LA ERA SARKOZY

Sarkozy moviliza al Gobierno para frenar la violencia en la ´banlieue´

La Vanguardia, , 28-11-2007

PARÍS – Corresponsal
Nicolas Sarkozy quiere actuar rápido para intentar evitar, si es que ello aún es posible, que la mecha prendida en Villiers-le-Bel se acabe extendiendo a toda Francia y encienda una hoguera como la de la revuelta de las banlieues del 2005. En viaje de regreso de China – donde ha efectuado una visita de tres días-, el presidente ha convocado para esta mañana una reunión urgente con el primer ministro, François Fillon; las ministras de Interior y Justicia, Michèle Alliot-Marie y Rachida Dati, y la secretaria de Estado para las ciudades, Fadela Amara, para abordar la crisis.

Sarkozy, que previamente visitará a los agentes heridos en los disturbios, tiene previsto asimismo reunir mañana a 1.800 policías y gendarmes y, en este marco, dirigirá un mensaje a la nación.

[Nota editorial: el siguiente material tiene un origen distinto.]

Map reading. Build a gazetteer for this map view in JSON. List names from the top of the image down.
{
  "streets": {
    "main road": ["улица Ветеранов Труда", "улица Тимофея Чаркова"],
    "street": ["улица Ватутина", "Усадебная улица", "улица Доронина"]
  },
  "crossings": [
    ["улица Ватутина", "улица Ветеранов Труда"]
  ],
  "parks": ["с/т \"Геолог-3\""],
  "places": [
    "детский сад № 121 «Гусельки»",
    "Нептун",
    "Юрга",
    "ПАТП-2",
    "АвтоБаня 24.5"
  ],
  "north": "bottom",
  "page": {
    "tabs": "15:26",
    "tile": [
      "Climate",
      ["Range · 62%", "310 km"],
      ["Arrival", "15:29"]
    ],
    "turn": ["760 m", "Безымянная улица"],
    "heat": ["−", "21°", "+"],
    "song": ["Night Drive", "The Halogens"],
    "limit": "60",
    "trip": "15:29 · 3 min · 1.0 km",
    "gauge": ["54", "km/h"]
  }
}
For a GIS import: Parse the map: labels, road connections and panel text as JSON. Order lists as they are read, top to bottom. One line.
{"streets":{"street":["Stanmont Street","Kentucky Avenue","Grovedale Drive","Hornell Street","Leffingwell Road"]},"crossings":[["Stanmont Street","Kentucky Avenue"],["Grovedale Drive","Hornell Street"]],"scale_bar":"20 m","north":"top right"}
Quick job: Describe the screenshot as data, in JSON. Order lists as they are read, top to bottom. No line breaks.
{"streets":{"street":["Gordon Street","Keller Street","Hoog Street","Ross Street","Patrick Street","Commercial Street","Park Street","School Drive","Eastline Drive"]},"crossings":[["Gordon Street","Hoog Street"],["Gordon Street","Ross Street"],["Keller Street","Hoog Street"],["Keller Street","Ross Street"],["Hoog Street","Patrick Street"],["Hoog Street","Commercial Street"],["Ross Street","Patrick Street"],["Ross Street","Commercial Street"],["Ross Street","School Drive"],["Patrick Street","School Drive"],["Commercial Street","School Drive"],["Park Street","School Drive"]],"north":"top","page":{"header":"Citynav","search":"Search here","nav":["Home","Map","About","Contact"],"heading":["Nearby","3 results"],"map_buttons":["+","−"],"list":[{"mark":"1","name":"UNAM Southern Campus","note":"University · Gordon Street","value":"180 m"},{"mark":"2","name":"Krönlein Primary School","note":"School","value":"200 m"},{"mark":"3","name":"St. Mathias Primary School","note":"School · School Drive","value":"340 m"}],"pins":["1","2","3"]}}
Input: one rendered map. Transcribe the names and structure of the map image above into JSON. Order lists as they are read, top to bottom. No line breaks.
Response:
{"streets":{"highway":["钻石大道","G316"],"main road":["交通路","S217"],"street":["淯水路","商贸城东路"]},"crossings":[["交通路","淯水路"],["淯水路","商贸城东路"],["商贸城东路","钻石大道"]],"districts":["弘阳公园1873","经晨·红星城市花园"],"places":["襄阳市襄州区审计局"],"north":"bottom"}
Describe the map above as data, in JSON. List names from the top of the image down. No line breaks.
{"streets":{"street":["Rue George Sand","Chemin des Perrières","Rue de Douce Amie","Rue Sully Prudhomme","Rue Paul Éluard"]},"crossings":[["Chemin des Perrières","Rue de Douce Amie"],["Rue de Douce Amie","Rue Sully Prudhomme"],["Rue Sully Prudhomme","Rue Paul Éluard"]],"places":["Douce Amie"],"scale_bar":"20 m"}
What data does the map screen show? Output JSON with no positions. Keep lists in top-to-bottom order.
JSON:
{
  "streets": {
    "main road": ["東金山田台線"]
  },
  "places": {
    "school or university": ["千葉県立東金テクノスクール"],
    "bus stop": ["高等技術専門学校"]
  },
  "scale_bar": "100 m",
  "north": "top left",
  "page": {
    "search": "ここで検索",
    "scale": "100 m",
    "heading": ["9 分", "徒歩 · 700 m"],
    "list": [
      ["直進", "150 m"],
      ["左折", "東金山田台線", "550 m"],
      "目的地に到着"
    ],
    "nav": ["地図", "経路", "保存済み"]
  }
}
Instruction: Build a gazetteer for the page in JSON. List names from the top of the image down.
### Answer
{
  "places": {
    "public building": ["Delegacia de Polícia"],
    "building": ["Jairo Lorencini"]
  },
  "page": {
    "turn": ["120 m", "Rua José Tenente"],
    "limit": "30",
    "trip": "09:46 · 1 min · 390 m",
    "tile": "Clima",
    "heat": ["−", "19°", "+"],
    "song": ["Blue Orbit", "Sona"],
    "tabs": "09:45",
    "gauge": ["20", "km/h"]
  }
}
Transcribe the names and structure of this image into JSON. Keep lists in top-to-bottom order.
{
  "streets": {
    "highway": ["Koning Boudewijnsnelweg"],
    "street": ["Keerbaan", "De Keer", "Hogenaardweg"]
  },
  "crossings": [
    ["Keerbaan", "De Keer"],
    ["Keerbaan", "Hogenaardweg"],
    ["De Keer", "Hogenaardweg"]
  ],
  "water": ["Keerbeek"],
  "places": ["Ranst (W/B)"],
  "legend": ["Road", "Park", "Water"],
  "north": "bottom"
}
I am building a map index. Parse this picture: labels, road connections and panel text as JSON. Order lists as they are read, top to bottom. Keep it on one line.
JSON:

El tenor de la agenda presidencial, así como de las declaraciones de François Fillon ayer en el Parlamento – donde calificó de “criminales” a los autores de los actos de violencia de las últimas noches-, parece anunciar una respuesta del Gobierno eminentemente represiva. Lo que parece no tener suficientemente en cuenta la comprensión, cuando no el apoyo, que la acción violenta de las bandas de jóvenes tiene en la población de las barriadas marginales. Quienes sí lo han entendido son los alcaldes. Los de media docena de ciudades – Villiers-le-Bel, Sarcelles, Cergy-Pontoise, Gonesse, Clichy-sous-Bois y Bondy- lanzaron ayer un llamamiento conjunto a la calma e invitaron a los padres y adultos de los barrios difíciles a unirse a los cargos electos de estas poblaciones para discutir sobre la situación al pie de los edificios y mantener a los menores en sus casas, en un intento de evitar nuevas algaradas.

El Partido Socialista, por boca del diputado y alcalde de Évry, Manuel Valls, cargó duramente en la Asamblea Nacional contra el Gobierno, al que responsabilizó del fracaso del modelo de seguridad implantado por la derecha en el 2002, que supuso la supresión de la llamada policía de proximidad.

La situación anoche era extremadamente tensa. La policía, que había reforzado de forma sustancial sus efectivos, se preparaba para una nueva noche de disturbios. La inquietud es creciente entre los responsables policiales, a la vista de la escalada de violencia de las bandas de jóvenes, algunos de los cuales utilizaron por primera vez la noche del lunes armas de fuego. Las dos primeras noches se saldaron con 120 policías heridos – 82 el lunes-, 63 coches y cinco edificios incendiados. Uno de los principales sindicatos de policía, Synergie, considera que el nivel de violencia es “superior al del 2005”.